December 27, 2007 10:37 PM

achester99 said:

Powerful rebuttal, Josh, especially the MLK line.  Of course, most of the type of folks who populate FDD probably WOULD have argued that MLK's murderer represented the "real America" in 1968.  

(I stress that I do not mean the FDD guys themselves -- those neocons were good little civil rights Democrats back then.  But I'm talking about the right wing more generally.)

December 27, 2007 11:42 PM

boneill said:

You guys are right that radical Islam isn't perhaps the real Pakistan, at least no al-Qaeda.  But (and I didn't read his article) McCarthy is correct in the broader sense.  Benazir was killed by a country that is chaotic and violent and not a state in any real sense: it is a post-colonial, wholly invented cobbled-up gobbedlygook of equally random borders and violence.  Bhutto's life and death are a product of that.  So while McCarthy might be wrong in what he says is the real Pakistan, he isn't wrong in the main.

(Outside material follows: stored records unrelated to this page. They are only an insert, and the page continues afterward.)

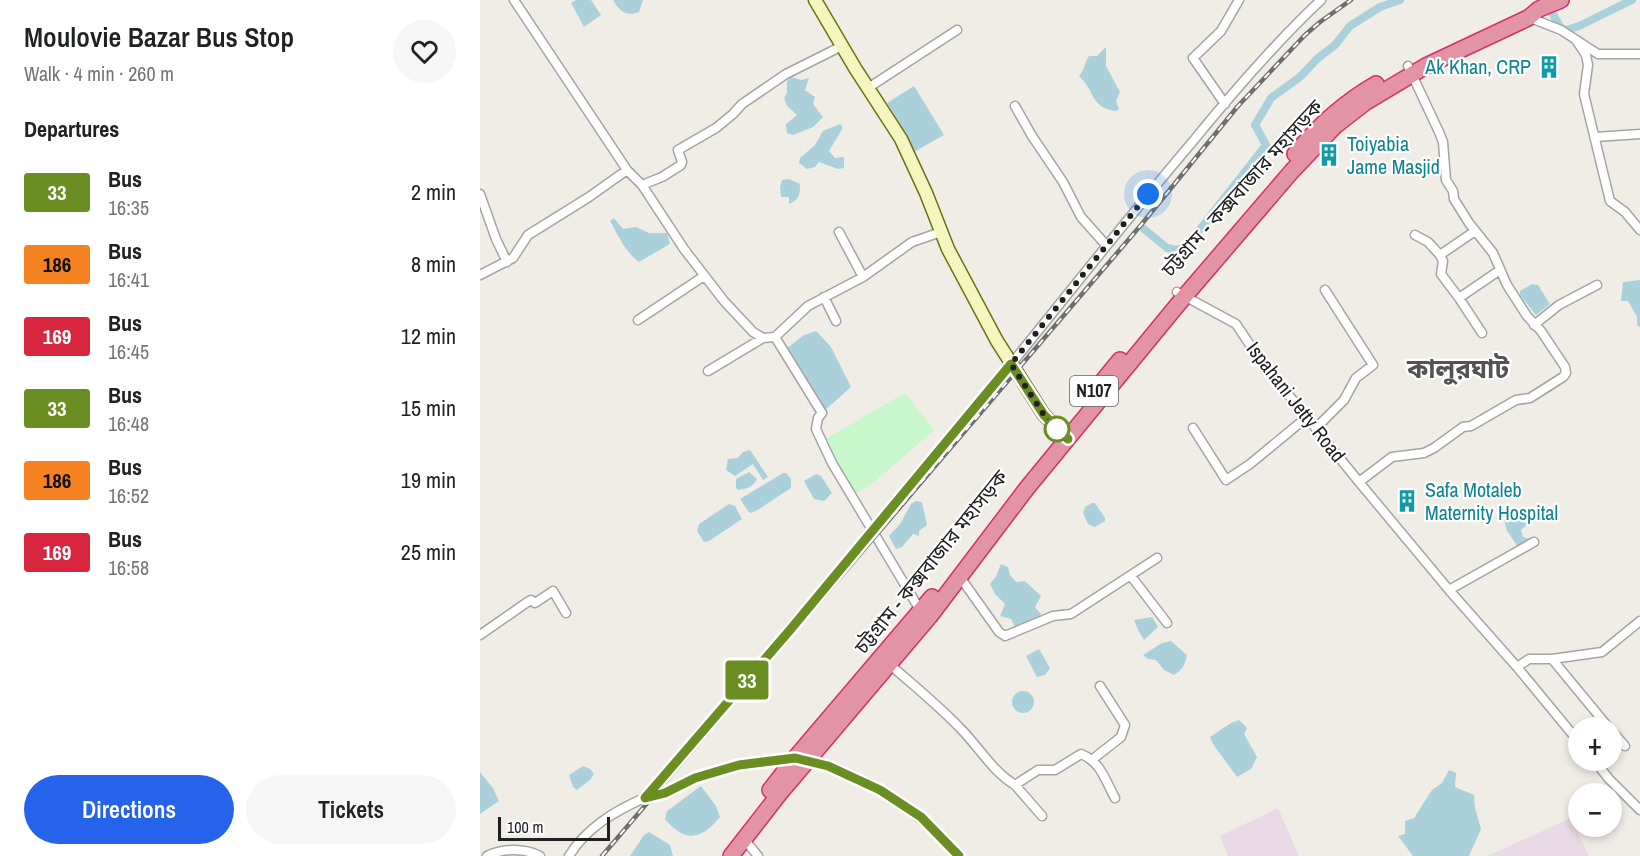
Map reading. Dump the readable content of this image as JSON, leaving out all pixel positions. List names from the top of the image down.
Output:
{
  "streets": {
    "highway": ["চট্টগ্রাম - কক্সবাজার মহাসড়ক", "N107"],
    "street": ["Ispahani Jetty Road"]
  },
  "crossings": [
    ["চট্টগ্রাম - কক্সবাজার মহাসড়ক", "N107"],
    ["চট্টগ্রাম - কক্সবাজার মহাসড়ক", "Ispahani Jetty Road"]
  ],
  "districts": ["কালুরঘাট"],
  "places": {
    "building": ["Ak Khan, CRP", "Toiyabia Jame Masjid", "Safa Motaleb Maternity Hospital"]
  },
  "lines": ["bus line 33"],
  "scale_bar": "100 m",
  "page": {
    "heading": [
      ["Moulovie Bazar Bus Stop", "Walk · 4 min · 260 m"],
      "Departures"
    ],
    "on_map": "33",
    "list": [
      {
        "mark": "33",
        "name": "Bus",
        "note": "16:35",
        "value": "2 min"
      },
      {
        "mark": "186",
        "name": "Bus",
        "note": "16:41",
        "value": "8 min"
      },
      {
        "mark": "169",
        "name": "Bus",
        "note": "16:45",
        "value": "12 min"
      },
      {
        "mark": "33",
        "name": "Bus",
        "note": "16:48",
        "value": "15 min"
      },
      {
        "mark": "186",
        "name": "Bus",
        "note": "16:52",
        "value": "19 min"
      },
      {
        "mark": "169",
        "name": "Bus",
        "note": "16:58",
        "value": "25 min"
      }
    ],
    "map_buttons": ["+", "−"],
    "buttons": ["Directions", "Tickets"],
    "scale": "100 m"
  }
}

Also, the polls that have 63% supporting Pinky have to be taken with some context- the deep unpopularity of Musharaff, her very name, and the way Pakistan, like Israel, recycles through politicians, always forgetting the bad stuff they did last time in office.   Bhutto was not the choice of the brave lawyers and judges who stood for democracy.  They didn't like the power-sharing backroom deals she brokered with the general.   The people who stood for her weren't all standing for democracy.  They were standing for the exiled Bhutto heiress, the one whose destiny was always intertwined with her tragic land, perhaps at no other time so much as today.  

December 28, 2007 1:26 AM

jm_rice said:

Of course McCarthy is right, that the real Pakistan killed Bhutto, just like the real France killed Jaurès and the real Germany killed Rathenau.  Democracy is the result of a civil society, not the cause.  Pakistan is nowhere near being a civil society, hence democracy there is the pipe dream of fatuous Western pundits.  Whether one calls it jihadist or not, and regardless of faction, Pakistan, since its inception, has been a society of murder, terrorist sympathies, corruption, anti-humanism, tribalism, vendetta and nuclear banditry.  Until Pakistan and other Muslim countries shed their barbarity -- which may be never, given the mindset which Islam articulates and justifies -- they will continue to devour their own, and Muslim democracy will remain an oxymoron.

December 28, 2007 2:00 AM

rozenson said:

jm_rice, given that the massive demonstrations against Musharraf's government last month were not perpetrated by al Qaeda, but by Pakistani liberals, wouldn't you say that it's at best misleading to say that the real Pakistan is a "society composed of murder terrorist sympathies, corruption, anti-humanism, tribalism, vendetta, and nuclear banditry"? Bhutto's supporters, and even those of Sharif, are not al Qaeda.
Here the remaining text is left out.